HTML Email And (Not) You
HTML email is everywhere. We use it to send emails with formatting far beyond what was available to us with simple text-only email. Lists look more like the lists we're used to seeing in documents and on web pages, headings look like actual headings, and we can even throw in some images to enhance our communications.
The problem with all this is that you have no assurances that anyone else sees your email the way you wrote it. You can make it look good, but you have to consider how it looks to people using a different email client. As shown by the Email Standards Project's clients list, not everyone has the same level of support for properly displaying HTML email. Unfortunately it is one of the most popular email clients, Microsoft Outlook, that lacks proper HTML support. One of the problems with standards is that there's so many to choose from and so many ways to interpret each one.

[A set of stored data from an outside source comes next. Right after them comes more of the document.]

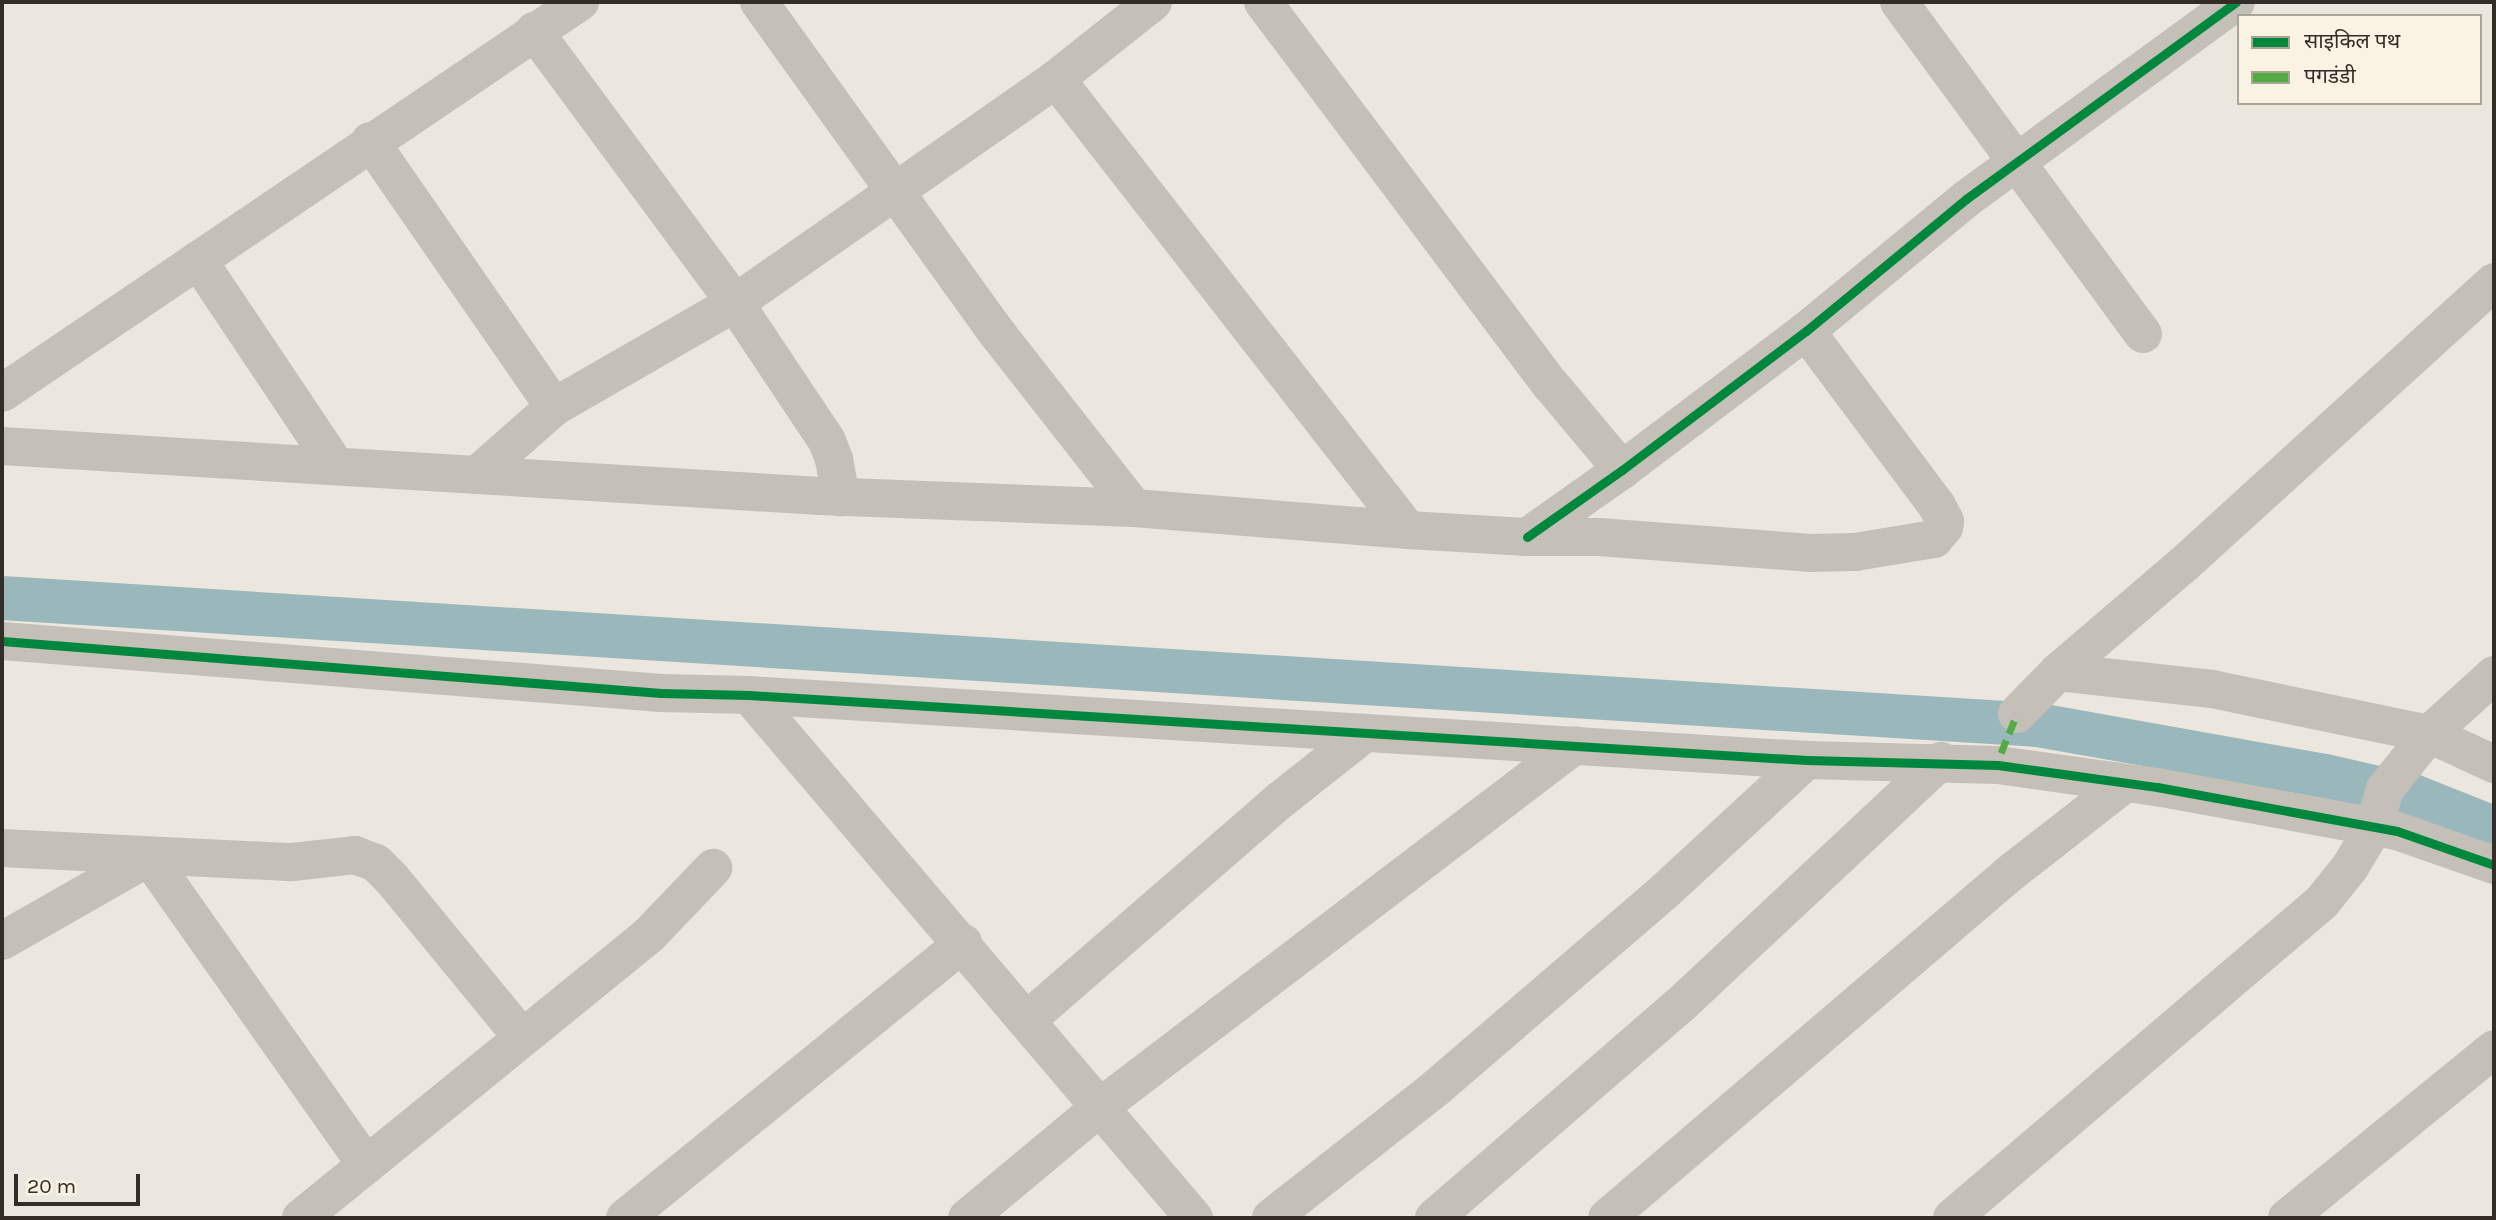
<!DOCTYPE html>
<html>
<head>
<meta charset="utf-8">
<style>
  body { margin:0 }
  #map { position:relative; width:2496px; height:1220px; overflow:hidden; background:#ebe7de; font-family:Karla,"Noto Sans Devanagari",sans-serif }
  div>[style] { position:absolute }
  .canal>* { height:44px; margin:-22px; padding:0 22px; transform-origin:22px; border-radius:22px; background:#9ab7bc }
  .minor>* { height:38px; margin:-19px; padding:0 19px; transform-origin:19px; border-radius:19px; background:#c4bfb7 }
  .quiet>* { height:7px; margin-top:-3.5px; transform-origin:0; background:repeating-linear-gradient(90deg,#54ab44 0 14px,transparent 0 21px) }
  .cycleway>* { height:9px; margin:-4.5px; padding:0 4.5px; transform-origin:4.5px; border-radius:4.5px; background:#00873e }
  span { translate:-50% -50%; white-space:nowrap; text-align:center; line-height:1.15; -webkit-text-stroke:5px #f9f3e4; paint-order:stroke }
  .frame { position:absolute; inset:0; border:4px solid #342d26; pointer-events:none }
  .legend { position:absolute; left:2237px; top:14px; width:245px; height:91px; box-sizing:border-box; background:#f9f3e4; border:2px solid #aaa498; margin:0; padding:9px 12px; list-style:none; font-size:21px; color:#342d26 }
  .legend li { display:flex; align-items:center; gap:14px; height:35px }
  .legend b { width:35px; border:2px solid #aaa498 }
  .scale { position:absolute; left:14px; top:1174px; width:126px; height:32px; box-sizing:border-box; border:4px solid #342d26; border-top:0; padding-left:9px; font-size:21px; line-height:24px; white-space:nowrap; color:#342d26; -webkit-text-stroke:5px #f9f3e4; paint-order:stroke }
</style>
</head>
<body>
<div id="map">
  <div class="canal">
    <div style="left:2px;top:598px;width:2040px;rotate:3.57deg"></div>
    <div style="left:2038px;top:725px;width:291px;rotate:10.1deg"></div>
    <div style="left:2325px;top:776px;width:90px;rotate:12.8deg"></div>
    <div style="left:2413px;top:796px;width:87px;rotate:21.6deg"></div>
  </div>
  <div class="minor">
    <div style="left:759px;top:2px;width:408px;rotate:54.3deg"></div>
    <div style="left:997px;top:333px;width:222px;rotate:51.9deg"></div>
    <div style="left:1153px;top:2px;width:124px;rotate:141.6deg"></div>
    <div style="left:1056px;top:79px;width:572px;rotate:52.03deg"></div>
    <div style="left:1263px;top:2px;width:479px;rotate:53.1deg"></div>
    <div style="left:1551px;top:385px;width:111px;rotate:50.1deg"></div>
    <div style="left:1899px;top:2px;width:412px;rotate:53.7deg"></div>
    <div style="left:534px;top:31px;width:338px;rotate:53.5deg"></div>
    <div style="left:735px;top:303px;width:166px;rotate:56.3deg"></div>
    <div style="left:827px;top:441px;width:19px;rotate:69deg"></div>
    <div style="left:834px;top:459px;width:39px;rotate:80deg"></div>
    <div style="left:370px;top:141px;width:323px;rotate:55.3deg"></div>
    <div style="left:198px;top:260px;width:248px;rotate:56.2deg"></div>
    <div style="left:2px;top:393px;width:698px;rotate:-34.08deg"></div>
    <div style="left:2px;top:446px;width:820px;rotate:3.5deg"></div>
    <div style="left:820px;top:496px;width:314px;rotate:2.2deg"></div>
    <div style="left:1134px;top:508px;width:275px;rotate:4.6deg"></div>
    <div style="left:1408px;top:530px;width:119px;rotate:3.4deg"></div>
    <div style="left:1527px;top:537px;width:72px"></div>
    <div style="left:1599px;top:537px;width:213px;rotate:4.3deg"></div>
    <div style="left:1811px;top:553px;width:44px;rotate:-1.3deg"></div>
    <div style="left:1855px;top:552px;width:80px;rotate:-9.3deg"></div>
    <div style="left:1934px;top:539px;width:16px;rotate:-50deg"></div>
    <div style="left:1944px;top:527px;width:6px;rotate:-81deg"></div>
    <div style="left:1945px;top:521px;width:17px;rotate:-118deg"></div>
    <div style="left:1937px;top:506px;width:219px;rotate:-126.8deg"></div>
    <div style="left:477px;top:475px;width:103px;rotate:-41.4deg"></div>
    <div style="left:554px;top:407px;width:209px;rotate:-29.9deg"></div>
    <div style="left:735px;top:303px;width:391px;rotate:-34.9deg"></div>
    <div style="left:1527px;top:537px;width:116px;rotate:-35.2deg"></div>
    <div style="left:1622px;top:470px;width:231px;rotate:-37.1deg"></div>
    <div style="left:1806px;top:331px;width:207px;rotate:-39.5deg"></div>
    <div style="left:1966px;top:199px;width:334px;rotate:-36.1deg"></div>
    <div style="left:2px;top:641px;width:661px;rotate:4.51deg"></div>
    <div style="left:661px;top:693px;width:88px;rotate:1.3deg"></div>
    <div style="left:749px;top:695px;width:1060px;rotate:3.52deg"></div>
    <div style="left:1807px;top:760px;width:191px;rotate:1.5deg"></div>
    <div style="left:1998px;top:765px;width:161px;rotate:7.9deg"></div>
    <div style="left:2157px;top:787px;width:244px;rotate:10.4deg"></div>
    <div style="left:2397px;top:831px;width:103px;rotate:19.3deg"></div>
    <div style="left:2058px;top:672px;width:155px;rotate:6.3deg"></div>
    <div style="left:2212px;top:689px;width:222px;rotate:11.7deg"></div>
    <div style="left:2429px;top:734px;width:72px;rotate:24.8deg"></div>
    <div style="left:749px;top:695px;width:687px;rotate:49.61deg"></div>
    <div style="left:2017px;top:714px;width:59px;rotate:-45.7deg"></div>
    <div style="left:2058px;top:672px;width:165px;rotate:-40.6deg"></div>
    <div style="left:2183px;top:565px;width:420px;rotate:-42.3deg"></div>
    <div style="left:2px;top:848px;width:290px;rotate:2.8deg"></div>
    <div style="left:292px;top:862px;width:63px;rotate:-6.3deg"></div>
    <div style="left:355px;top:855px;width:22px;rotate:21deg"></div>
    <div style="left:376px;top:863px;width:23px;rotate:45deg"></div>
    <div style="left:392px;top:879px;width:205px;rotate:50.6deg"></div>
    <div style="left:2px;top:941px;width:169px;rotate:-29.7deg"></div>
    <div style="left:149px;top:857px;width:377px;rotate:54.8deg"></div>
    <div style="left:1026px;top:1021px;width:335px;rotate:-41deg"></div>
    <div style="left:1279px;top:801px;width:110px;rotate:-38.3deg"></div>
    <div style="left:301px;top:1218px;width:449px;rotate:-39.1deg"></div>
    <div style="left:649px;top:935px;width:93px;rotate:-46.3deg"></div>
    <div style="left:625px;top:1218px;width:436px;rotate:-39.1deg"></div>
    <div style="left:967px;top:1218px;width:173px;rotate:-39.8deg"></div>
    <div style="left:1100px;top:1107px;width:597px;rotate:-37.31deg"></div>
    <div style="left:1271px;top:1218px;width:210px;rotate:-38.2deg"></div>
    <div style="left:1436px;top:1088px;width:303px;rotate:-40.7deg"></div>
    <div style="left:1666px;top:890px;width:192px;rotate:-42.7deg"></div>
    <div style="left:1434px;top:1218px;width:324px;rotate:-40.9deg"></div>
    <div style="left:1679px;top:1006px;width:359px;rotate:-43.1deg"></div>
    <div style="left:1607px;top:1218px;width:529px;rotate:-40.55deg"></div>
    <div style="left:2009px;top:874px;width:146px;rotate:-38deg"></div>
    <div style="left:1952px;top:1218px;width:487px;rotate:-40.5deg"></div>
    <div style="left:2322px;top:902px;width:45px;rotate:-51.3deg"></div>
    <div style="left:2350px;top:867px;width:47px;rotate:-59deg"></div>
    <div style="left:2374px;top:827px;width:40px;rotate:-74deg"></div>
    <div style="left:2385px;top:789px;width:70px;rotate:-51.3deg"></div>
    <div style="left:2429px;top:734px;width:88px;rotate:-42.2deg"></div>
    <div style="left:2287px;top:1218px;width:267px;rotate:-39.2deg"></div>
  </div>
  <div class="quiet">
    <div style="left:2001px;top:753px;width:42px;rotate:-67.7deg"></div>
  </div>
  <div class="cycleway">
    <div style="left:1527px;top:537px;width:116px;rotate:-35.2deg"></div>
    <div style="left:1622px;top:470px;width:231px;rotate:-37.1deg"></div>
    <div style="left:1806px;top:331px;width:207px;rotate:-39.5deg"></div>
    <div style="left:1966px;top:199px;width:334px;rotate:-36.1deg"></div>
    <div style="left:2px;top:641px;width:661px;rotate:4.51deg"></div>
    <div style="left:661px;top:693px;width:88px;rotate:1.3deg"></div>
    <div style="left:749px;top:695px;width:1060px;rotate:3.52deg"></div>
    <div style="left:1807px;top:760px;width:191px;rotate:1.5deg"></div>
    <div style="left:1998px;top:765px;width:161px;rotate:7.9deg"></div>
    <div style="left:2157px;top:787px;width:244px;rotate:10.4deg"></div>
    <div style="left:2397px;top:831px;width:103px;rotate:19.3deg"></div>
  </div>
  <div class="frame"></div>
  <ul class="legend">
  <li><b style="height:9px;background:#00873e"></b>साइकिल पथ</li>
  <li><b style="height:9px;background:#54ab44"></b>पगडंडी</li>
  </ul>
  <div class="scale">20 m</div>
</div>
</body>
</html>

HTML email also presents a size issue. All well-behaved clients will send a plain-text version of the same email along with the message, just in case the recipient can't handle HTML email. For most of us, sitting at home or at work using our computers, this isn't really a big deal and will go completely unnoticed in virtually all cases. Not everyone is sitting at home though; some users are mobile, and at least in Canada that means both coping with an absurdly low data cap or paying an exorbitant fee for a more reasonable data cap, as well as paying a different yet also exorbitant fee for going over your monthly data usage. Most mobile email applications, as far as I'm aware, won't download attachments unless asked. Images included in the email message aren't attachments though, and so they're downloaded with the message. Too many of these can push people over their meager limits, with potentially expensive results. Although that story comes from an American traveler over two years ago, the situation hasn't improved very much on either data caps or data charges and carriers seem disinterested in what customers want.
The moral of today's story is to consider other people, even when sending email. Until such time, if it ever comes, when Microsoft Outlook, Windows Live Hotmail and Google GMail support HTML email properly, that means sending email only in plain text if only to make sure your email is actually seen the way you intend. It's not such a bad thing either — it makes you think about what you're really trying to get across, and trying to use fancy formatting and emoticons in a plain-text email looks far less professional. Even if you completely ignore that (perhaps your company mandates a specific client so you always know how the recipient will view your message), please do try to send plain-text anyway in consideration of mobile users, at least until reasonably-priced unlimited data plans become the rule rather than the (currently non-existent in Canada) exception. Non-corporate users and your corporate finance department alike will thank you.